Dimanche,
du 1er Mai dans les urnes
La mobilisation face à Jean-Marie Le Pen sera l’occasion dimanche de se concrétiser dans les urnes. L’ampleur des manifestations du 1er Mai donne à l’utilisation du bulletin " Jacques Chirac " une coloration nouvelle.
C’est non. Non à Jean-Marie Le Pen, d’abord. Un " non " massif à la haine, à l’égoïsme, à l’intolérance, au racisme, au risque totalitaire et à toutes ces fadaises que trimballe derrière elle l’extrême droite. Le président du Front national a beau tenter de rendre ses projets un minimum respectables, le maquillage ne tient pas. Mettant tous ses adversaires dans le même sac, il s’autoproclame candidat du peuple, de ceux d’en bas, des ouvriers, des chômeurs, des petits. · condition qu’ils soient français. La démonstration a été faite en cet incroyable 1er Mai que tout cela n’est qu’imposture. Le peuple était dans la rue, et ne scandait son nom que pour le bouter dehors, bien qu’il ne soit pas anglais. Ce cortège bigarré, c’était massivement la gauche dans sa diversité. C’était des citoyens attachés à leur titre, c’était des travailleurs combattant l’injustice, c’était des militants refusant de se taire. Parce que Jean-Marie Le Pen représente tout ce qu’ils combattent, parce qu’il incarne l’exact contraire de leurs espoirs, c’est non. Dimanche, plus que jamais, la France aura l’occasion de le lui dire en face. Et nous saurons ce qu’il en est.
Alors, par la force des choses, il faudra utiliser le bulletin de vote portant l’inscription : " Jacques Chirac ". Il le faudra pour faire front, pour mettre en recul les idées dangereuses qui se déversent depuis de trop longs jours sur les têtes. C’est la seule réponse possible : on ne peut pas jouer avec la flamme qui se répand, personne ne peut s’en laver les mains. On ne peut pas s’en remettre à la droite pour barrer la route à l’extrême droite. Il est de meilleurs remparts. Il faut donc soulager la pression qui pèse sur les frêles épaules de la droite et écarter les tentations qui déjà l’habitent de céder aux sirènes du Front national.

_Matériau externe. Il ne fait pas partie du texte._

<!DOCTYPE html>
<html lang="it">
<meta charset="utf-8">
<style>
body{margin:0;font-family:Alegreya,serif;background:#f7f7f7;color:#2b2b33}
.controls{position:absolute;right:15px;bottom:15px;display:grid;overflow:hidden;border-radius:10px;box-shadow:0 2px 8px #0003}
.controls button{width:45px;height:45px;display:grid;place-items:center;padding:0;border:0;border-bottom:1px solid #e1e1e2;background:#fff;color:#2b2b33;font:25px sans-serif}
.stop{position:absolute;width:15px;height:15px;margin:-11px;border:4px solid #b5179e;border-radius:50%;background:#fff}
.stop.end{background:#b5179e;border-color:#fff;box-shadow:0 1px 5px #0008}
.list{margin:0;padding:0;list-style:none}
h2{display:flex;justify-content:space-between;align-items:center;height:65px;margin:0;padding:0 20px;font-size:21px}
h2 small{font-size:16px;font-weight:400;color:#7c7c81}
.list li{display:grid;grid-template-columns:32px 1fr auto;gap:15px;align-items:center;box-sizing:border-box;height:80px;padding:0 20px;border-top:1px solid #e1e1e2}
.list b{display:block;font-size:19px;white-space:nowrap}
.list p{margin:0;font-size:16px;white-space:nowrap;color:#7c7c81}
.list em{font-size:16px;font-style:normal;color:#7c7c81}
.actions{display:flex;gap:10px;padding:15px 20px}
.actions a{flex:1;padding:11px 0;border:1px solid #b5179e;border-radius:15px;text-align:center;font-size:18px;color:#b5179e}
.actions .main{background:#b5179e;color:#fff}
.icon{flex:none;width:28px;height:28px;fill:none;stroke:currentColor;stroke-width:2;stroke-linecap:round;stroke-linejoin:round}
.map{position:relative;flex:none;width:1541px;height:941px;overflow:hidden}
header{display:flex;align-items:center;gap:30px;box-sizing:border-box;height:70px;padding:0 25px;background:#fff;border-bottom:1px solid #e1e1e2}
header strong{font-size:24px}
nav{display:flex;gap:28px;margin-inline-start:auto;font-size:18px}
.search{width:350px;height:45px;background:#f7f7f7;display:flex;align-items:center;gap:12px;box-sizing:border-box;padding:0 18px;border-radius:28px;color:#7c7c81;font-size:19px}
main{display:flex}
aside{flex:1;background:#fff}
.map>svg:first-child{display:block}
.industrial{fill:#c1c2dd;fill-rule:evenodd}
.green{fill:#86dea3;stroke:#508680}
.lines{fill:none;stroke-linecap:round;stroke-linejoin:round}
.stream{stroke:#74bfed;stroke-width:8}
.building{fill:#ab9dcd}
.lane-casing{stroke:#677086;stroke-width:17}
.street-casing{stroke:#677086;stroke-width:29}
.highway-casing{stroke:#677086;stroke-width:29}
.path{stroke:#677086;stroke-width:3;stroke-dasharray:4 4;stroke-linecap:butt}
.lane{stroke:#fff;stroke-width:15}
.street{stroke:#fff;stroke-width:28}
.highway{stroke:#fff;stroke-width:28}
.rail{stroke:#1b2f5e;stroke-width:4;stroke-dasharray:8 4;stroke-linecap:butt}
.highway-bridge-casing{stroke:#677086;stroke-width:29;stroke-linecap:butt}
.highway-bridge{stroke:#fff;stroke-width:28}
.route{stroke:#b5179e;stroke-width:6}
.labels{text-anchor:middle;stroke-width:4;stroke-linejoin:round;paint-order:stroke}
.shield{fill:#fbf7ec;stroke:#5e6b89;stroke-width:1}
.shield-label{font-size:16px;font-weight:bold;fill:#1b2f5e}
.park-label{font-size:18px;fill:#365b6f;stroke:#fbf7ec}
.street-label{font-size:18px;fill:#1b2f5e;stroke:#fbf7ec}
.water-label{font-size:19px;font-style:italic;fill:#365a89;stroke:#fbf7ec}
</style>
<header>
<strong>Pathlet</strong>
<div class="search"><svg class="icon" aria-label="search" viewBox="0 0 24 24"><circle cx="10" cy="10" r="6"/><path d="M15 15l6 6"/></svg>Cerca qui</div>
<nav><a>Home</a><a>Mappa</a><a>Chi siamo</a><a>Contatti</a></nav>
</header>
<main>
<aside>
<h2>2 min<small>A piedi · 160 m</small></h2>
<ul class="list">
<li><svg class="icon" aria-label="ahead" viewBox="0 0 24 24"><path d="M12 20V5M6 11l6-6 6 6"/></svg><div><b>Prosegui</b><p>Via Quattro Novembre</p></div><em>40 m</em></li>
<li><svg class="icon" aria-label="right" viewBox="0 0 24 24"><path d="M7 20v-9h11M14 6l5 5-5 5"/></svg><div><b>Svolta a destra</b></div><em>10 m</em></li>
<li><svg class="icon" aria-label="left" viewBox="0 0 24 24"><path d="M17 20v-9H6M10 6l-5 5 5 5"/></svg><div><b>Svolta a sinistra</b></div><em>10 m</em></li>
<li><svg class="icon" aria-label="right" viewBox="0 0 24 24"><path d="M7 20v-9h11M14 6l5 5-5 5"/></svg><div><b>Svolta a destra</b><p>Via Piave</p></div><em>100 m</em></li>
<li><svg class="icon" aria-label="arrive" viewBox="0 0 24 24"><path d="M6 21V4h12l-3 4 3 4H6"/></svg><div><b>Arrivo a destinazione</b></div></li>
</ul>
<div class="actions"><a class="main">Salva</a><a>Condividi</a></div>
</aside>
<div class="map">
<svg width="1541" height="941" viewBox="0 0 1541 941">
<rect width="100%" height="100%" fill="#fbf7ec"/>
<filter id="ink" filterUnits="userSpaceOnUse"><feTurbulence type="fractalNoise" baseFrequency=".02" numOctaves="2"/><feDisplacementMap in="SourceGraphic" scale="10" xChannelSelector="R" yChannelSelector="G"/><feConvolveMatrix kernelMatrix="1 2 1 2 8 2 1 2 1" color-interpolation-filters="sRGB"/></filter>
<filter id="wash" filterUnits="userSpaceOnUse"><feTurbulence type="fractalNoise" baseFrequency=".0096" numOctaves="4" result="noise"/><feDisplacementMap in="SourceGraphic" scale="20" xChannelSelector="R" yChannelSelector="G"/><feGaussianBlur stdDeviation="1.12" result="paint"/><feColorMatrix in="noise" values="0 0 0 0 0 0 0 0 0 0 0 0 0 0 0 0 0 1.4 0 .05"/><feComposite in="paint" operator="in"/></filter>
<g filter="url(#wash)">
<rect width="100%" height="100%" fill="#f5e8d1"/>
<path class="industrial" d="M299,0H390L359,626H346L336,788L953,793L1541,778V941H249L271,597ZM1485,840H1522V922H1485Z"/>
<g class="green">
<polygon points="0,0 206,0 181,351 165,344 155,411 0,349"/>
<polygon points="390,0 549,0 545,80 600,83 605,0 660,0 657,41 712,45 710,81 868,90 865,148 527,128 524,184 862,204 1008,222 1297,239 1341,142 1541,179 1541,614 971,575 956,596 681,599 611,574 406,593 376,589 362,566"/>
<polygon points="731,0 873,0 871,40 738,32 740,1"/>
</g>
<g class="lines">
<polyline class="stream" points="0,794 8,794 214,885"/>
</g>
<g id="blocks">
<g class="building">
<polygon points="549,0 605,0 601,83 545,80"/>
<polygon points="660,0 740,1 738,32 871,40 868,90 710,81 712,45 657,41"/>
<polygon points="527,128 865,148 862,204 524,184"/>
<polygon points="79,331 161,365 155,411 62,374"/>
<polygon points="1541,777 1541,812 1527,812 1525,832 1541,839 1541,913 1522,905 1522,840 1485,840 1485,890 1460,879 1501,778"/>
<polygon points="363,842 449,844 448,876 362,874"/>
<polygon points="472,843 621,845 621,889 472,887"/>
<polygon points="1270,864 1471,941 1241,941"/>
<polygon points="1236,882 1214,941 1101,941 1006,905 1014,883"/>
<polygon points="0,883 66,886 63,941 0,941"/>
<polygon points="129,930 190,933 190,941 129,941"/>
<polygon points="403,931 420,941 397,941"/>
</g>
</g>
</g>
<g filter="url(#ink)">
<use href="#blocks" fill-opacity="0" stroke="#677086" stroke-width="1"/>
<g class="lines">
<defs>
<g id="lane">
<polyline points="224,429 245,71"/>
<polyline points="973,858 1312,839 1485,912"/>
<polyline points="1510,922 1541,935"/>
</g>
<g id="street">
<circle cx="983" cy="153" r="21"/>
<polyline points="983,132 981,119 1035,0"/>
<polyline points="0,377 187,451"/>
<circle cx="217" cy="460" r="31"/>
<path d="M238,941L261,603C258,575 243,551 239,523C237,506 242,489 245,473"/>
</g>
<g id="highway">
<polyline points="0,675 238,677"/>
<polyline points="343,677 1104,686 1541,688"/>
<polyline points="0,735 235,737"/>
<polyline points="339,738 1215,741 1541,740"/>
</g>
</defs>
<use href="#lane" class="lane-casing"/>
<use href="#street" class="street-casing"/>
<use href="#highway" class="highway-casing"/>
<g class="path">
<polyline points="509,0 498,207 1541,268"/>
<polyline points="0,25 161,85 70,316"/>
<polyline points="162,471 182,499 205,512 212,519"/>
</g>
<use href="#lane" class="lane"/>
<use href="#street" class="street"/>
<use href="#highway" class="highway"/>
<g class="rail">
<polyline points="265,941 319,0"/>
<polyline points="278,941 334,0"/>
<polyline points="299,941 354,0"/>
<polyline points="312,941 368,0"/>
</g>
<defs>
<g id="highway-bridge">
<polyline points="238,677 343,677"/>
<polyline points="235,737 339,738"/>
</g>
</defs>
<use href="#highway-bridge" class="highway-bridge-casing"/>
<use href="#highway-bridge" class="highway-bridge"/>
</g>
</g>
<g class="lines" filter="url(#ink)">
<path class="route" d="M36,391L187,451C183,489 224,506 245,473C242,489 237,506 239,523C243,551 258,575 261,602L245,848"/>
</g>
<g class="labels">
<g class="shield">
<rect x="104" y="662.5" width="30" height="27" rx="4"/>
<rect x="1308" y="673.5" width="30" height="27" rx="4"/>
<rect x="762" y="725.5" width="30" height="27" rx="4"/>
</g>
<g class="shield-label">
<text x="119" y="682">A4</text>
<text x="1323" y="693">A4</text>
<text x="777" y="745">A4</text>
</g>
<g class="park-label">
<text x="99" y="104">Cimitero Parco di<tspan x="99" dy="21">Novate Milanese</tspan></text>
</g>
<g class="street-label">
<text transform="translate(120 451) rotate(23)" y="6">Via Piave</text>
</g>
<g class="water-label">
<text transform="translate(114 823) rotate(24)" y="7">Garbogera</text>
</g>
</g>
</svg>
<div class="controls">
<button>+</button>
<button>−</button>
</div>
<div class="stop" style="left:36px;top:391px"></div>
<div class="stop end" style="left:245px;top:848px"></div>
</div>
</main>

Plus Jean-Marie Le Pen sera faible dimanche, plus la liberté et la démocratie se redresseront. Plus il sera clair que la France ne veut pas de lui. Quant à Jacques Chirac, qui espère un vote d’adhésion, il sera floué, en panne de légitimité. N’en doutons pas, s’il est réélu, ses amis ne manqueront pas dimanche soir de clamer leur victoire. Ce triste spectacle ne dupera personne. Car il n’est pas question pour autant de donner carte blanche à celui que l’on utilise ainsi comme rempart. La mobilisation extraordinaire du 1er Mai en est le signe le plus éclatant. Rien de ce qu’elle portait ne ressemble de près ou de loin aux projets présentés par la droite.
En quelque sorte, pour Jacques Chirac aussi, c’est non. Le vote de dimanche, s’il sera par première nécessité un vote d’opposition au danger fascisant, sera porteur des aspirations qui se faisaient jour sur le pavé. Le 1er Mai donne à ce vote le contenu que certains craignaient de brader en se salissant les mains. Et avec quelle ampleur ! L’énergie de cette mobilisation donne une impulsion nouvelle pour franchir le pas dimanche et poursuivre la route ensuite. Non pas que Jacques Chirac puisse s’y rallier par un opportunisme coutumier : on peut encore entendre ses spots de campagne repoussoirs vanter la dérégulation ou l’allongement de la durée de cotisation pour la retraite. Mais ce qui se trame aujourd’hui est sans conteste le socle d’un avenir possible au-delà de l’élection présidentielle.
Le 1er Mai a marqué de son sceau le deuxième tour du scrutin. Il donne aux bulletins " Jacques Chirac " une couleur qu’on ne leur soupçonnait pas, mais il ne blanchit pas l’homme et ses projets. Au fond, ils n’ont pas changé et n’en deviennent pas plus acceptables par le tragique de la situation. Dimanche, il s’agira de prendre date. Si Jean-Marie Le Pen est au plus bas, ce sera une victoire pour la démocratie et la justice. Si par là même Jacques Chirac est au plus haut, il lui sera ainsi rappelé la multitude battant le pavé. L’enjeu, réinventer la possibilité de dire " oui ".